[MATERIAL SUPPLIED Boundary: Start]
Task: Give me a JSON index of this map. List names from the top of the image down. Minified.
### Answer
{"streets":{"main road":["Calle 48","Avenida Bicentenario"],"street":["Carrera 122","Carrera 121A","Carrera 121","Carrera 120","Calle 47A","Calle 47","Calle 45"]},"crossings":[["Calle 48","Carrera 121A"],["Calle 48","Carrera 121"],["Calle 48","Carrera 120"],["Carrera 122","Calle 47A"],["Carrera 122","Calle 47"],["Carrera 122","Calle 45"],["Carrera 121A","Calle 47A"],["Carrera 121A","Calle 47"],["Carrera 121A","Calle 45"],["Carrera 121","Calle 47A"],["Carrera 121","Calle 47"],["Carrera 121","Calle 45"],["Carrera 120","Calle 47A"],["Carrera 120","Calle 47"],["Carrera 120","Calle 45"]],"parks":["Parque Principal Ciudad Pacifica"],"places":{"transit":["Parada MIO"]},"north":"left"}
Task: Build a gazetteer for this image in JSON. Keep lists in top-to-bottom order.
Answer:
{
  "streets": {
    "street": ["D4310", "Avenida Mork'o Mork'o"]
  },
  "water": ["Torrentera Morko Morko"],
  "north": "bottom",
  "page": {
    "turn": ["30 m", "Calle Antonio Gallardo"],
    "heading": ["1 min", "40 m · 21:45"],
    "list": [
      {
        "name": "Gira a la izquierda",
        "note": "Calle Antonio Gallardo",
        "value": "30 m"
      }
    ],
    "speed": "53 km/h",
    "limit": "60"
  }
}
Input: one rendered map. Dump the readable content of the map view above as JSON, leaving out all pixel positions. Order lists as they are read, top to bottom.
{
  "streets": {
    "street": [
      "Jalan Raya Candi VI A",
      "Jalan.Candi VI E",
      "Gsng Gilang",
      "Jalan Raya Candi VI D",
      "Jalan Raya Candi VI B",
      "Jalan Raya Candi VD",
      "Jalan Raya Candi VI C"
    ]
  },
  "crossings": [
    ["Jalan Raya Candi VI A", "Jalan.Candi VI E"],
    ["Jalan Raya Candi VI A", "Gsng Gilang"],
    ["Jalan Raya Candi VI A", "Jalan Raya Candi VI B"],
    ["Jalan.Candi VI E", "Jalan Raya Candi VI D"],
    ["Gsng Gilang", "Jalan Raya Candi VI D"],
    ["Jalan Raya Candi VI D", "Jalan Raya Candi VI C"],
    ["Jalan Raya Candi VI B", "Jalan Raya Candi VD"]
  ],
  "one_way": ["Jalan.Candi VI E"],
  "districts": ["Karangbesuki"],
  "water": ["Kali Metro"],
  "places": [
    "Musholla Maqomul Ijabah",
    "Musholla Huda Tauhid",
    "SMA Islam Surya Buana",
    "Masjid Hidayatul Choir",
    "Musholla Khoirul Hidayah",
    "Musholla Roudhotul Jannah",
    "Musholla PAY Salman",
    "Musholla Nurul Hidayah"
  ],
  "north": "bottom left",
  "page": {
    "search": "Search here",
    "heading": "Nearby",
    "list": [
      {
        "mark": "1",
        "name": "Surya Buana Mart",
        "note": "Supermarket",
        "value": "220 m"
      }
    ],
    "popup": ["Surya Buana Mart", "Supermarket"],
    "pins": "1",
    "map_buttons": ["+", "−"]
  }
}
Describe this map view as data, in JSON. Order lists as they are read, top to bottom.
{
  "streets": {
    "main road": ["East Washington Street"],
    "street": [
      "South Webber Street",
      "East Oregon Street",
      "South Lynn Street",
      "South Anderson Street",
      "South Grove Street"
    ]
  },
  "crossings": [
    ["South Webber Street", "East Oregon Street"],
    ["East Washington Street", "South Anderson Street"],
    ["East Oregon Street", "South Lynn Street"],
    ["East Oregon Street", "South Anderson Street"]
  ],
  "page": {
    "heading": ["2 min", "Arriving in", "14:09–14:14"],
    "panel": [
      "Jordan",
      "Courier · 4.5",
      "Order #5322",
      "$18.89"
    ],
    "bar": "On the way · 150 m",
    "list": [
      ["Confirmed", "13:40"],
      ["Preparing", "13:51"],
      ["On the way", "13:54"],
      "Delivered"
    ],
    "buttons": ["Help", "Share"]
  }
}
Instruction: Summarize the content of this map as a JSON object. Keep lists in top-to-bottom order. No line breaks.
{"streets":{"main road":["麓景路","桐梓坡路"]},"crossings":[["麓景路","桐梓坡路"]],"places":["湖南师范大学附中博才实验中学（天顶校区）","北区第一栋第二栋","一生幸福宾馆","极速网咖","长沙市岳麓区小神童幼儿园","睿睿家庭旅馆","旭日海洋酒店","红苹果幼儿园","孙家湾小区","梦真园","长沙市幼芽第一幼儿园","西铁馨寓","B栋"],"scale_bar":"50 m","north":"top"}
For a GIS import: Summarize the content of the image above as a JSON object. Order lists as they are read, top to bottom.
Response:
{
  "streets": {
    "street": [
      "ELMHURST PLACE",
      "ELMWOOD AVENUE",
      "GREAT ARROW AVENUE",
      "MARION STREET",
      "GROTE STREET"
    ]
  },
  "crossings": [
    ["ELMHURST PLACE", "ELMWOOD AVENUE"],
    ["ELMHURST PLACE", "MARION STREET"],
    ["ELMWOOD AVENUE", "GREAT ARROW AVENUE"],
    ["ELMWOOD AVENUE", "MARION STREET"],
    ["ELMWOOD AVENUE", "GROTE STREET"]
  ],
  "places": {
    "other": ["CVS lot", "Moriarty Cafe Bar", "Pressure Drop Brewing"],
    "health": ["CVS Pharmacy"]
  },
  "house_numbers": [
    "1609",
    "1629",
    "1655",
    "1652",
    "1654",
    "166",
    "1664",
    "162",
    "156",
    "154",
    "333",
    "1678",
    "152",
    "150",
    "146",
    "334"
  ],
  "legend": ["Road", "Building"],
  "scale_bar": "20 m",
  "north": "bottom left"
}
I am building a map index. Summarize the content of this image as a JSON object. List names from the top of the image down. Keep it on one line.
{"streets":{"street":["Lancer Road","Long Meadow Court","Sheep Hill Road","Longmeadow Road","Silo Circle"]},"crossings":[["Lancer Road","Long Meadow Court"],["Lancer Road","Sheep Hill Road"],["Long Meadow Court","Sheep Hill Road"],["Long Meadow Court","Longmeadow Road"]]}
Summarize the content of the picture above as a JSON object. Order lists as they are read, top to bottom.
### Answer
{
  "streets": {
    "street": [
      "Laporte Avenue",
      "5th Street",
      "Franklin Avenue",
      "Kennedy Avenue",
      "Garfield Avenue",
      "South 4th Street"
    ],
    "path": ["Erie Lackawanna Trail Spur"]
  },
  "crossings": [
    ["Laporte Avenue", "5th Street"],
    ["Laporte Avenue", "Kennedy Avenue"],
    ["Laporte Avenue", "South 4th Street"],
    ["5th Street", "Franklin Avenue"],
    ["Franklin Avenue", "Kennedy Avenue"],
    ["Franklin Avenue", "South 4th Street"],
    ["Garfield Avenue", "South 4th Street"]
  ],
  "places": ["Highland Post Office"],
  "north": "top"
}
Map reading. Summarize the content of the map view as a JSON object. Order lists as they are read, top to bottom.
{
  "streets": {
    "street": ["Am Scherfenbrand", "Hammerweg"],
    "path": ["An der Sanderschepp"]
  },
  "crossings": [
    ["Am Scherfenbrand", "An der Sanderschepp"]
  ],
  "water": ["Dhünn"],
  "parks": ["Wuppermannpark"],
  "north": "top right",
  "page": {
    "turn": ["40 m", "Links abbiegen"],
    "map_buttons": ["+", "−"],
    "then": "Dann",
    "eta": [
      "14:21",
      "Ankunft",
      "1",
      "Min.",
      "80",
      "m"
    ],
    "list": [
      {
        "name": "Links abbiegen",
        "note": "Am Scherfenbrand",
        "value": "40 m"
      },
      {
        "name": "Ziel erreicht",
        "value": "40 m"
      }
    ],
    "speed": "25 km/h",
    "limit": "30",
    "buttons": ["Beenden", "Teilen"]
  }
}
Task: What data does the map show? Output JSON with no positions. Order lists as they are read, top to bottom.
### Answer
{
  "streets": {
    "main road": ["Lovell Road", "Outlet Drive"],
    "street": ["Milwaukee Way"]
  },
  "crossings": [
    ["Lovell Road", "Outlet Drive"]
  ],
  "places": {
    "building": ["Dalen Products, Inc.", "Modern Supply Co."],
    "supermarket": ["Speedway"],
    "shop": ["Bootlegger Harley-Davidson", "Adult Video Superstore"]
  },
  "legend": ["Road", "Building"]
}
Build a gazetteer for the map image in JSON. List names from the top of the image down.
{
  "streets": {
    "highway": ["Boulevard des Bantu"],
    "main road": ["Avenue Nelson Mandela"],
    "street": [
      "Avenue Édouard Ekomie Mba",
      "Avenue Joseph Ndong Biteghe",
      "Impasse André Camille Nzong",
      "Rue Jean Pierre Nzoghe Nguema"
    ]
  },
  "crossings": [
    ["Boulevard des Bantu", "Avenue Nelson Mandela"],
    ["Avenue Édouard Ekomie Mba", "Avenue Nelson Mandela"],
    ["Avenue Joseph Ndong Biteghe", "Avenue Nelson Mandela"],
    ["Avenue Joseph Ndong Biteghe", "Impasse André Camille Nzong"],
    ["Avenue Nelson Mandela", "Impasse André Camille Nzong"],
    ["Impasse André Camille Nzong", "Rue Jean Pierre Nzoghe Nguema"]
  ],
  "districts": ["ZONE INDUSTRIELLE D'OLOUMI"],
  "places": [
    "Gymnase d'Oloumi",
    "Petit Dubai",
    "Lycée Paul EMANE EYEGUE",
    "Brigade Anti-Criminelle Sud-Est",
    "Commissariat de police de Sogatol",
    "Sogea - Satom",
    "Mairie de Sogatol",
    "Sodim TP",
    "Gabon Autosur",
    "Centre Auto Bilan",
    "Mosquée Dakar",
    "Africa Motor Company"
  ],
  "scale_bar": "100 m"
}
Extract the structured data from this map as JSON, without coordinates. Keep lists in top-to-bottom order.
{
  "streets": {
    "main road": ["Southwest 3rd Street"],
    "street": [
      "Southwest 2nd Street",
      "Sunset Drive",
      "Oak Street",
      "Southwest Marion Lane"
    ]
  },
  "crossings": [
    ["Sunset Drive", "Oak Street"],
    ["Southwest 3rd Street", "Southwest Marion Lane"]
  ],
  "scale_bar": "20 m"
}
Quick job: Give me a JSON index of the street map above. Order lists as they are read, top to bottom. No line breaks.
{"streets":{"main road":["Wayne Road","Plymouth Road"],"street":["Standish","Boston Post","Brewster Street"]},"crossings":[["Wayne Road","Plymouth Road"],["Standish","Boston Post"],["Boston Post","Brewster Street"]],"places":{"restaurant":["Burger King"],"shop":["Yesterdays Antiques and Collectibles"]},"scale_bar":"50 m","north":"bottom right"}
[MATERIAL SUPPLIED Boundary: End]
YOUR INSTRUCTIONS –
Whenever the string "Task" occurs in a line of the entries above, copy that line.

WORKED SOLUTION –
Task: Give me a JSON index of this map. List names from the top of the image down. Minified.
Task: Build a gazetteer for this image in JSON. Keep lists in top-to-bottom order.
Task: What data does the map show? Output JSON with no positions. Order lists as they are read, top to bottom.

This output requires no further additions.